Güneş ışıkları aralık olan perdeden içeri girip , doğrudan gözümle temas edip uyanmama sebep olduğu için azımda birkaç küfür geveledim. Hiçbir zaman normal uyanmazdım ki zaten. Pikeyi ayağımla itip , kaplumbağadan da yavaş sayılabilecek hareketlerle yatakta doğrulup ayaklarımı aşağıya doğru sarkıttım. Bir süre bu şekilde kalıp kendime gelmeyi bekledim. Kendime birazda olsa geldiğime kaanat getirdiğim zaman ayaklandım. Paytak adımlarla banyoma doğru yürüdüm. Kısa bir duş alıp banyodaki rutin işlerim hal ettikten sonra banyodan çıktım. Üzerime karanlığı anımsatacak birşeyler geçirdim. Ondan sonra kendimi aynanın önüne attım. İlk önce saçlarımo kurutmaya başladım. Ve ardından fön çektim. Saç kısmıyla işimi bitirdiğimde makyaj yapmaya koyuldum. Eyeliner , rimel , hafif ruj üçlüsünü sürdükten sonra parfüm sıktım. Son olarak çantamı sırtıma taktıktan sonra yavaş adımlarla merdivenlerden inmeye başladım. Kimse uyanmamıştı ve onları uyandırarak kafamı şişirmeye niyetim yoktu.

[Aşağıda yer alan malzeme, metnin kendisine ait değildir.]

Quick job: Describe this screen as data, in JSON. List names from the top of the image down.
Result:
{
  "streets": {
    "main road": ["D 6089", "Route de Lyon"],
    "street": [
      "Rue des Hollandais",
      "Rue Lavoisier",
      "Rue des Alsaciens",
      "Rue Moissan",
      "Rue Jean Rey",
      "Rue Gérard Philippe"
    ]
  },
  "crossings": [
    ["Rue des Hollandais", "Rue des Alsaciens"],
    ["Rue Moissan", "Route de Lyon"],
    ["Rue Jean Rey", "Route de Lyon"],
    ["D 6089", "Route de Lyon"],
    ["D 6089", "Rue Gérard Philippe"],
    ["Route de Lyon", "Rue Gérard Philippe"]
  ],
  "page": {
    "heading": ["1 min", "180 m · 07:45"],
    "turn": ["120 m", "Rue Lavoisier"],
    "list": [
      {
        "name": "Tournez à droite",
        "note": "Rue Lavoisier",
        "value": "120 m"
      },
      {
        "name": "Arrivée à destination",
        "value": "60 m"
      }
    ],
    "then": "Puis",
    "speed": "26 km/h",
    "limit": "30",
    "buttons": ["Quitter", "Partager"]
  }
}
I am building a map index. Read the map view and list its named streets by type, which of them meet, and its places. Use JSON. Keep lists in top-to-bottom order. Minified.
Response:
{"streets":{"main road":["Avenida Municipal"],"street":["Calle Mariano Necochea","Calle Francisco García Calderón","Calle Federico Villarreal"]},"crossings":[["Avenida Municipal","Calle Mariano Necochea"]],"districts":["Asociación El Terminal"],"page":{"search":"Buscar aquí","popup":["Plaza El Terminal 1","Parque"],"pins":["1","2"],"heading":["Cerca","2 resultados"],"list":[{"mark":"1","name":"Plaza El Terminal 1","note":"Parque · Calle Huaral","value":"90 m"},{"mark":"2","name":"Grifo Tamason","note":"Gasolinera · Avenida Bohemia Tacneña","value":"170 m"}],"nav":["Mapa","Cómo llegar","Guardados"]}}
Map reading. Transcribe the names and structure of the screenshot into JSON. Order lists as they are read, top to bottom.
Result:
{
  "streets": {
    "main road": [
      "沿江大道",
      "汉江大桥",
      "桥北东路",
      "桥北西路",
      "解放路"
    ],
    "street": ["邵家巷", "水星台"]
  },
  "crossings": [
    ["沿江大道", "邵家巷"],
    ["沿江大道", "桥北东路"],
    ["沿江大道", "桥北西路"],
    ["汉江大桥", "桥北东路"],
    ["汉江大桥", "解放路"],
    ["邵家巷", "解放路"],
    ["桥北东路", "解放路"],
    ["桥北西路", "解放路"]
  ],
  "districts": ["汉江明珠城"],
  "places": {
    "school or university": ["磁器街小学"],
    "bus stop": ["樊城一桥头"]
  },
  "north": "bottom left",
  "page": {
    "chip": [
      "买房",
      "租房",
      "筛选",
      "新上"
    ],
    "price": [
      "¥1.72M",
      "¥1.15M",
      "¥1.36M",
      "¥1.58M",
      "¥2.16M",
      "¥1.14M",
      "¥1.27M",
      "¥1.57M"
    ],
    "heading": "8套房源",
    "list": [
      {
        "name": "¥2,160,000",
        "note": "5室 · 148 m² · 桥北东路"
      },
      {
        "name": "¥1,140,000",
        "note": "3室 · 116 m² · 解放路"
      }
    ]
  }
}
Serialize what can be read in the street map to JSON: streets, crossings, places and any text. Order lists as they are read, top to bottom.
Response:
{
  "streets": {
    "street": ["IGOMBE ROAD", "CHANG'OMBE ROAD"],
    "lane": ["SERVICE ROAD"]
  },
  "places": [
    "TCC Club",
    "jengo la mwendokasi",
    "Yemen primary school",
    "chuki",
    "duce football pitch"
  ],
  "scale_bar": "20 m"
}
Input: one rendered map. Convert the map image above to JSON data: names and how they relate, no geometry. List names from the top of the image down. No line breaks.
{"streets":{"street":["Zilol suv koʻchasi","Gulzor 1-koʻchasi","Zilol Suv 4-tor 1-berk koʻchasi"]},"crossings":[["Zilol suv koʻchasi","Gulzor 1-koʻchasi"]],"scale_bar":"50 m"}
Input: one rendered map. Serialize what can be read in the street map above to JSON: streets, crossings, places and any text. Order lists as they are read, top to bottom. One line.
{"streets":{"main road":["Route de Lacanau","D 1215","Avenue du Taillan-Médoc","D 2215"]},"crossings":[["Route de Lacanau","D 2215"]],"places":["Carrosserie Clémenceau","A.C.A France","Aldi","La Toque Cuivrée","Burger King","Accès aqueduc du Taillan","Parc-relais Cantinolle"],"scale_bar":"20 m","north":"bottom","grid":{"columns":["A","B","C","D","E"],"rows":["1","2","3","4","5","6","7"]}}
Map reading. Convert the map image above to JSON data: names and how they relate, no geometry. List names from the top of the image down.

Kapının önüne geldiğim zaman derin bir nefes aldım. Kimse fark etmemişti. Evden kaçmıyordum ama onlarla uğramıyacak kadar da acizdim. Ayakkabılıktan postallarımı alıp kapıyı ardımdan kapattım. Postalları ayağıma geçirip yürümeye başladım. Hem yürüyor hemde telefonumdan şarkıyı açıyordum. Şarkıyı açarken saate gözüm kaydı. Uyandığım zaman saate bakmamıştım. Saat şuan 07:15'i gösteriyordu. Bu demek ki daha okula gitmem için 2 saate yakın bir süre vardı. Bu süre içerisinde bende birşeyler atıştırabilirdim. Bu düşünceyi tamamen onayladıktan sonra metrobüs durağına doğru ilerledim. Metrobüsle Starbucks'a gidip kahve alabilirdim. Gişeden geçip metroya bindim. Hareket etmesini bekledim. Sonunda hareket etmeye başladığında nefesimi dışarıya verdim. Metro ineceğim durağa geldiği zaman indim. Her zaman ki gittiğim pastaneye doğru yol aldım. Zaten fazla uzak değildi. Bir kaç dakika içinde önündeydim. Kapının önüne geldiğim zaman kulaklığı çantamın içine attım. Kapıyı ileri doğru hareket ettirerek içeri girdim. Selin Teyze beni gördüğü zaman yüzünde kocaman bir gülümseme oluştu. Ona karşılık bende gülümsedim ve ona doğru ilerledim.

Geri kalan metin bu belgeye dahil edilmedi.